One of the 21st century’s most gifted photographers is America’s prize portrait snapper, Annie Leibovitz. Leibovitz is one of the biggest names in photography for a reason. She has photographed a plethora of celebrities from the late-20th century onward, including a variety of musicians, actors, models, athletes, authors, educators, philosophers, scientists, and icons.

Leibovitz’s career launched in the 1970s when Rolling Stone asked her to photograph John Lennon on tour.

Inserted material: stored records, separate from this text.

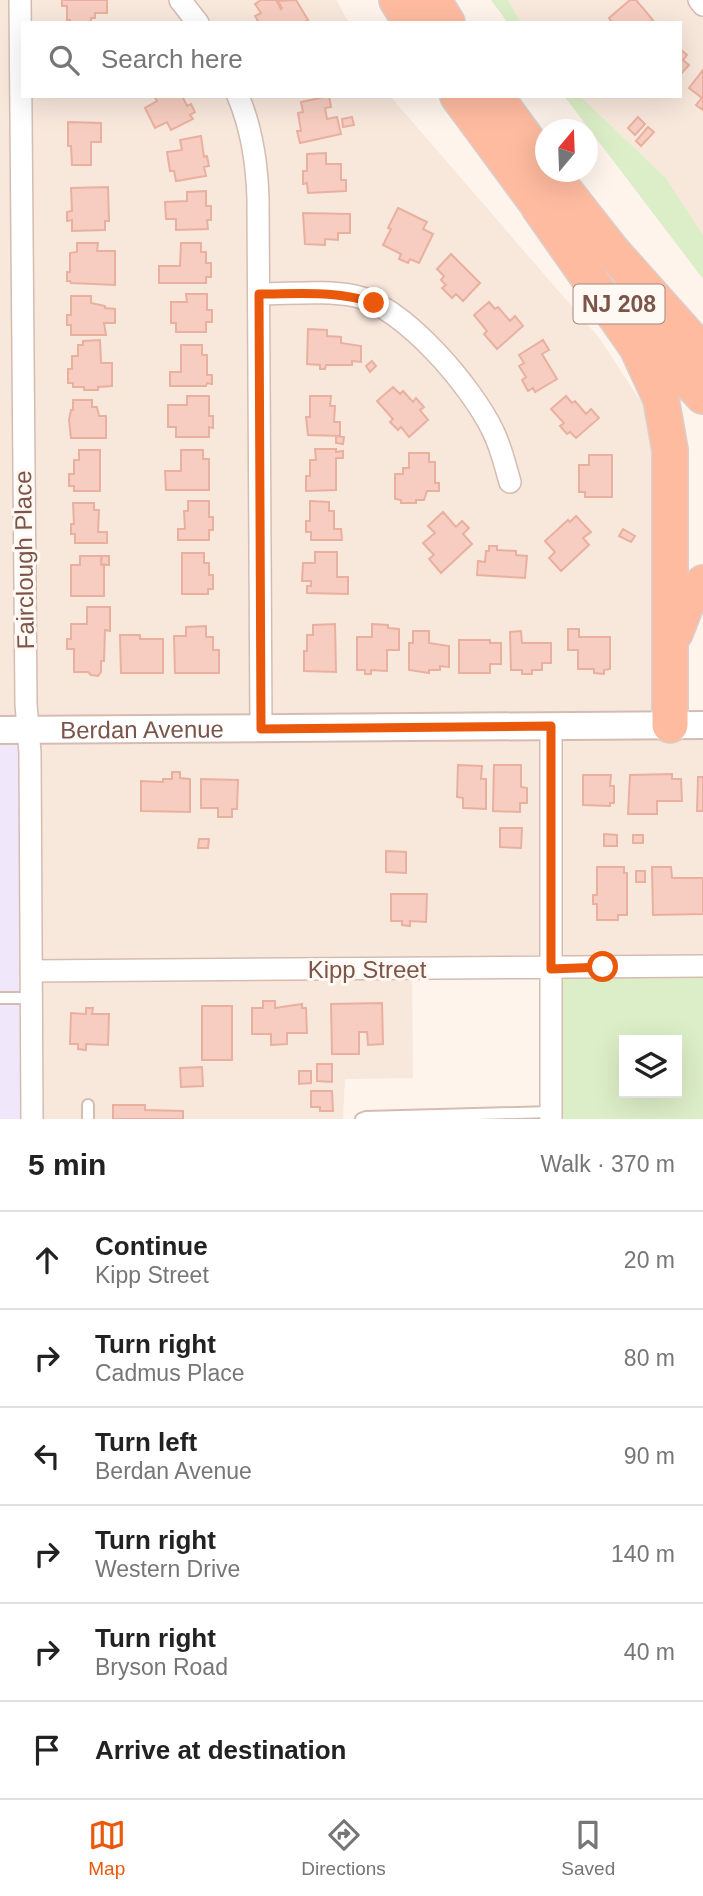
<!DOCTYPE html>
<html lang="en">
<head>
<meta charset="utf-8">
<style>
	:root { --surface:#fff; --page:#f6f6f6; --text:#222; --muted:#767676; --line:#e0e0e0; --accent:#ea580c }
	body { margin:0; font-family:Helvetica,sans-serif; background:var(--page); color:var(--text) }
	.controls { position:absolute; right:21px; bottom:21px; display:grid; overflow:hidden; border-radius:0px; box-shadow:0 7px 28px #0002 }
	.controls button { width:63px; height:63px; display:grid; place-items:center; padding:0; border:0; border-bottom:2px solid var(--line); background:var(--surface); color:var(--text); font:35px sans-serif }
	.compass { position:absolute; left:535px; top:119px; width:63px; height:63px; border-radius:50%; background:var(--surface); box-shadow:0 7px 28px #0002; rotate:19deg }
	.stop { position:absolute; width:21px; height:21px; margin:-16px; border:5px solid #ea580c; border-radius:50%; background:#fff }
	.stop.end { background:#ea580c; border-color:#fff; box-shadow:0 2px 7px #0008 }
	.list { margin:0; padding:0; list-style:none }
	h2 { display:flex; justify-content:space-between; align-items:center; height:91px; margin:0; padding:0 28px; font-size:30px }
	h2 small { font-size:23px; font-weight:400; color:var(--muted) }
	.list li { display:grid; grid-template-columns:46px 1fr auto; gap:21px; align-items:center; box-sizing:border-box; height:98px; padding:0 28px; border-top:2px solid var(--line) }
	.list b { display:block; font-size:26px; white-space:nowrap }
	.list p { margin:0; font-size:23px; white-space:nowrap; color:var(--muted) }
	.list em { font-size:23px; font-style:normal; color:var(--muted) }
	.icon { flex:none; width:38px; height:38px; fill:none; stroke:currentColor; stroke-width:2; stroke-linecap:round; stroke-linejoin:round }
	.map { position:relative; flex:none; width:703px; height:1119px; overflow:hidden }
	.search { position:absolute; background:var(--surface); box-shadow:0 7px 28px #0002; left:21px; right:21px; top:21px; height:77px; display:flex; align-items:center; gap:18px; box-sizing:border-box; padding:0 24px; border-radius:0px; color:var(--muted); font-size:26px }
	.sheet { height:679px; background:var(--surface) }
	nav { display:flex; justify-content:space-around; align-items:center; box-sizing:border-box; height:98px; border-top:2px solid var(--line); background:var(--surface); font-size:19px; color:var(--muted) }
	nav a { display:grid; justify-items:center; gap:4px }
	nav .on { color:var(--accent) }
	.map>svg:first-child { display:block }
	.residential { fill:#f8e7db }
	.education { fill:#f0e7fb }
	.green { fill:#dceec7; fill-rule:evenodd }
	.building { fill:#f6cdc0; stroke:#eab09f; stroke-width:2 }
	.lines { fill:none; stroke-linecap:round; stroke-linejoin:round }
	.service-casing { stroke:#d5bcb1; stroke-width:14 }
	.minor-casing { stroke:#d5bcb1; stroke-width:24 }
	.tertiary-casing { stroke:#d5bcb1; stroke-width:30 }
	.trunk-casing { stroke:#dacfcc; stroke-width:38 }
	.service { stroke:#fff; stroke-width:10 }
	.minor { stroke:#fff; stroke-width:21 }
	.tertiary { stroke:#fff; stroke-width:26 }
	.trunk { stroke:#febba0; stroke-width:35 }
	.route { stroke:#ea580c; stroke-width:9 }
	.labels { text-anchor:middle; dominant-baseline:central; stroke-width:6; stroke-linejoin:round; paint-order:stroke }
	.shield { fill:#fff8f3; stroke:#a3867d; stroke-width:2 }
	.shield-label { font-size:23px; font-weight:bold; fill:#7c554a }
	.street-label { font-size:24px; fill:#7c554a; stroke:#fff8f3 }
</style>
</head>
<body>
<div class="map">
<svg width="703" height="1119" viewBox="0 0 703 1119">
	<rect width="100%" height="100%" fill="#fef4eb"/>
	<!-- residential -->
	<path class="residential" d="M0 0H336L349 23H23V96H390L600 339 670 446V725H703V966L412 968 413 1078 345 1079 343 1119H32L0 730Z
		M508 0H703V235L666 178 580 96H680V23H521Z"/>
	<!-- education -->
	<path class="education" d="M0 730H28L32 1119H0Z"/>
	<!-- green -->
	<path class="green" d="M491 0H508L521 23H508Z
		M564 96H580L666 178 703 235V279Z
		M703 966V1119H551V969ZM624 1040H677V1093H624Z"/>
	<!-- building -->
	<path class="building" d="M62 0H107V13H95V18H91V23H70V20H67V6H62Z
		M261 0H276L281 9 282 8 278 1 296 0 308 20 303 23H259L255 16 261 13 255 4Z
		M630 0H636L653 20 649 23H612L609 18Z
		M680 49 687 55 683 60 689 65 680 75Z
		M703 70V110L696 105 702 98 689 88Z
		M154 96H182L187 106 191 104 195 112 190 115 193 119 171 130 167 122 155 128 145 108 157 101Z
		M329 96 331 107 325 108 327 119 337 117 341 134 300 143 297 131H301L298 113 303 112 301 102Z
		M352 117 354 125 343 127 342 119Z
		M638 117 645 124 635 135 628 128Z
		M68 122 101 123V142H91V165H72L71 146H68Z
		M648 127 654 132 641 146 636 141Z
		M201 136 204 157 207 156 209 166 204 167 206 176 176 181 174 171H170L167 152 182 150 180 140Z
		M326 153V164H341V180H346V191L308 193 307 183 303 184V171H307V154Z
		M108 187 109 221H105V230L72 231V220L67 221V212L72 211 71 188Z
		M206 191V206H211V220H207L208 229 176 230V219H166L165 202 187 201V192Z
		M398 208 427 222 423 229 433 234 419 263 410 259 408 263 399 259 401 254 383 245 391 229 388 228Z
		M303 213 350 214V233H338V240L325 239V245L305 244Z
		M77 243H98L97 251H115V285L71 283 70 281H67V272H70V253L77 252Z
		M181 243H201V252H206V263H211V277H206V283H159V266H180Z
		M451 254 480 283 463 301 456 294 452 298 442 288 446 285 441 280 444 276 437 269Z
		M186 294H207V310H212V322H206V332H176V323H171V302H187Z
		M71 296H91V303L105 306V308L115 309V323H104L106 335H71V325H67V315H71Z
		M489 302 495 309 498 307 510 321 515 316 523 326 497 349 484 334 487 331 474 315Z
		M308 329 327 330V336L341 337V343L361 346V362L352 361V365H326L325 369H320V365L307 364Z
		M100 340 101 363H112V386L98 387V390H84V387H73V383H68V369H72V356H78V345H83V341Z
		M543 340 549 350 542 354 557 379 535 392 533 388 528 391 522 380 526 377 519 366 524 363 519 355Z
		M181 345H202V355H207V375H212V384L207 383 206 386H170V372H181Z
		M372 361 376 366 370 372 366 366Z
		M393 387 400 394 403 391 413 402 416 398 424 407 420 410 428 420 409 437 401 427 398 430 390 422 393 419 377 401Z
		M187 396H209V416H213V428L209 427V437H176V427H168V405H187Z
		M310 396H331L330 406H335L334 422H340V436L308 435 306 417H310Z
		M566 396 572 403 575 401 586 414 591 409 599 418 576 438 570 432 567 434 560 426 564 423 551 409Z
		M73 400H92V407H97L99 416H106V438H71L69 420 71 410H73Z
		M336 436 344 437 343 444 336 443Z
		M315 449H336V452L343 451V458H336V490L306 491V476H310V460H316Z
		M79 450H100V491H74V486H69V474H74V460H79Z
		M181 450H203V459H209V490H166L165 471H181Z
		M409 453H429V462H435V483H439V491H427L424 500H416V503H401V500L395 499V474H403V468H409Z
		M589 455H612V497H585V492H579V465H589Z
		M188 501H209V517H213V530H209V540H178V529H185L184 511H188Z
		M310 501 329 502V511H334V529H341L342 540H311V532H306V521H310Z
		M73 503H94V510H99L98 532H107V543H75V534H71V524H74Z
		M443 512 456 527 462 521 469 528 463 534 472 544 441 573 429 559 434 555 423 543 435 533 428 526Z
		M576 516 591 532 583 538 589 545 561 571 549 558 555 552 545 541 568 520 570 522Z
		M623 529 635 536 631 542 619 536Z
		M489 546H497V550L516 551V555L527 556 525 578 477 575 478 561 485 562 486 551H489Z
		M315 552H337V577H348V594L307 593V586H311V581H302L303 563H315Z
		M182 553H204V563H209V575H213V589H208V594H182Z
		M80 556H101V565H104V596H71V565H80Z
		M102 556H109V565L101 564Z
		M87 607H110V631L105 630 104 661H101V672L98 676 91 675 88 672H74V649H67V639H71V624H87Z
		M335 624 336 672 304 671V651H307V635H313V625Z
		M372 624 388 625V628L399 629V650H387V671L371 670V674H365V670H357V637H372Z
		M206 626V637H213V650H219V673H175L174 636H186V627Z
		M568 629H579V637H610V669L604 670V674L594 673V669H578V650H568Z
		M413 631H429V643L449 646V667L440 666V670H429V673L409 670V643H413Z
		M521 631 522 643H551V663H542V670H532V674H522V670H511L510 632Z
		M120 635H140V639H163V673H121Z
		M459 640H490V643H501V664H490V673H459Z
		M458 765 482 766 481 779H486V809L463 808V798L457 797Z
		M494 765H521V787L527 788V803H520V812L493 811Z
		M172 772H180V778L190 779V812L141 811V781L163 782V779H172Z
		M672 774V779H681L682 801H657V814H628L630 775Z
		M583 775H611L610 786H614V803H610V806L583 805Z
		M698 777H703V811H697Z
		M201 779 238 780 237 809H232V817H218V808H201Z
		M500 828H522L521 848 500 847Z
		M604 834 617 835V846H604Z
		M633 835H643V843H633Z
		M199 839H209L208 848H198Z
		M386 851 406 852V873L386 872Z
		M597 867H624V873H627V915H618V920H597V904H593V895H597Z
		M652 867H671L672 878H703V914L653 915Z
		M636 871H645V882H636Z
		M391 894H427L426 922 410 921V926L402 925V921H391Z
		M263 1001H275V1008L302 1004V1008H306L307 1033H287V1044L271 1045V1034H252V1008H263Z
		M382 1003 383 1044 368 1045 367 1032H359V1054H332L331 1004Z
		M202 1006H232V1060H202Z
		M86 1008H93L92 1014H109L108 1045 86 1044V1050L78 1049V1044H70L71 1013 86 1014Z
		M317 1064H332V1082L317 1081Z
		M202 1067 203 1086 181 1087 180 1068Z
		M299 1071H311V1083L299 1084Z
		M311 1091H332L333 1111H320V1107H311Z
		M113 1105H145V1110L183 1111V1119H113Z"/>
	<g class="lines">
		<defs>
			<path id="service" d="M0 998H31
				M88 1119V1105
				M361 1119 366 1117 551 1112"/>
			<path id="minor" d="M20 0 26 704 30 753 32 1119
				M180 0 198 23
				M699 0 703 5
				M238 96C252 129 257 164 258 199L261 729
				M259 294C290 294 325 290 355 296 404 306 472 387 493 431 501 447 505 465 510 482
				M551 726V1119
				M31 971 703 966"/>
			<g id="tertiary">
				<path id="s1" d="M0 730 703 725"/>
			</g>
			<path id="trunk" d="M397 0 411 23
				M433 0 447 23
				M458 96 553 225
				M495 96 546 166
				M550 172 612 251 703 353
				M539 207 637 347 661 399 670 450V725
				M641 329 703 396
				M675 633 687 602 703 583"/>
		</defs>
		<!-- service casing -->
		<use href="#service" class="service-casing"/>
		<!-- minor casing -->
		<use href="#minor" class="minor-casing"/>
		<!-- tertiary casing -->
		<use href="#tertiary" class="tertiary-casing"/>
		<!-- trunk casing -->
		<use href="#trunk" class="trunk-casing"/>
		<!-- service -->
		<use href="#service" class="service"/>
		<!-- minor -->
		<use href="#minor" class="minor"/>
		<!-- tertiary -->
		<use href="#tertiary" class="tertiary"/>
		<!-- trunk -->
		<use href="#trunk" class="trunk"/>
	</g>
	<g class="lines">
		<!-- route -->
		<path class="route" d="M374 303C337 290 298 294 259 294L261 729 551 726V969L603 967"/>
	</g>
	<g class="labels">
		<!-- shield labels -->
		<rect class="shield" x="573.5" y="284.5" width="91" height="39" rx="5"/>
		<g class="shield-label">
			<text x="619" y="304">NJ 208</text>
		</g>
		<!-- street labels -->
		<g class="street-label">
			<text transform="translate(24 560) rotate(-91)">Fairclough Place</text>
			<text stroke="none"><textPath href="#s1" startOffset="142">Berdan Avenue</textPath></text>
			<text x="367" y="969">Kipp Street</text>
		</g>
	</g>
</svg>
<div class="controls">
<button><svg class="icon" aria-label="layers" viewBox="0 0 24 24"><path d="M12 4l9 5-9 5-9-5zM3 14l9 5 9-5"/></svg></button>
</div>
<svg class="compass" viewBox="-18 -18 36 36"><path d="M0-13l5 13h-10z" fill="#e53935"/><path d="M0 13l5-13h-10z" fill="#767676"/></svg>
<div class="stop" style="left:603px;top:967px"></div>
<div class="stop end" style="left:374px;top:303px"></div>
<div class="search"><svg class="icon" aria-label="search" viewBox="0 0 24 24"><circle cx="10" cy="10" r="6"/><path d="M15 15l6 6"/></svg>Search here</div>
</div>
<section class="sheet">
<h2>5 min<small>Walk · 370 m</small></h2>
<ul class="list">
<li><svg class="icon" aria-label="ahead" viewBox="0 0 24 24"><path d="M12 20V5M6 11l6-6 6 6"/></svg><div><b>Continue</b><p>Kipp Street</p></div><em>20 m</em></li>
<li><svg class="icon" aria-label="right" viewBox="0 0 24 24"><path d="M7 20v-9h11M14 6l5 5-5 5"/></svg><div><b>Turn right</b><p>Cadmus Place</p></div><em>80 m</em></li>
<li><svg class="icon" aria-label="left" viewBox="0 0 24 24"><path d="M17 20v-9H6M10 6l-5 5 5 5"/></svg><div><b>Turn left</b><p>Berdan Avenue</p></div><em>90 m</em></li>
<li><svg class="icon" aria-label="right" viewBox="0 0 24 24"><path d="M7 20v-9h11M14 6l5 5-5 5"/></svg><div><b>Turn right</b><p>Western Drive</p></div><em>140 m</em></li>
<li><svg class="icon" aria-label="right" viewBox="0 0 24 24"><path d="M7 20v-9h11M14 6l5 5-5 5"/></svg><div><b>Turn right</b><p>Bryson Road</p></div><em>40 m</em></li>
<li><svg class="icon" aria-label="arrive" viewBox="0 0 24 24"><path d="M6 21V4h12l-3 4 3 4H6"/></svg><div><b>Arrive at destination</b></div></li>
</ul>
</section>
<nav>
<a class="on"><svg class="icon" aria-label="map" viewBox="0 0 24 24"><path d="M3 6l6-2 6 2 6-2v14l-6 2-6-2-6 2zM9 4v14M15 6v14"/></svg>Map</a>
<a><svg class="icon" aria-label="directions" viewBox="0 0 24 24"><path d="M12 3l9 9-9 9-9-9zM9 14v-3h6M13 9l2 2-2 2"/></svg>Directions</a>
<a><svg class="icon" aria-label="saved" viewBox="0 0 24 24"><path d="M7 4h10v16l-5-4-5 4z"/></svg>Saved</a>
</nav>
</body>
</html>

As she was promoted within the publication, she focused her energy on shooting the rock, pop, and punk stars of the era.

Leibovitz’s images became historic, including her final portrait of John Lennon and Yoko Ono, taken hours before Lennon’s assassination.

After a photography tour in 1983, Lebovitz joined Vanity Fair. She expanded her lens to famous subjects beyond the music industry. Still, her work continued to focus on people. Her well-lit and engaging pictures transformed the artistic landscape of photography, as well as shifting the intimacy and uniqueness of portraits.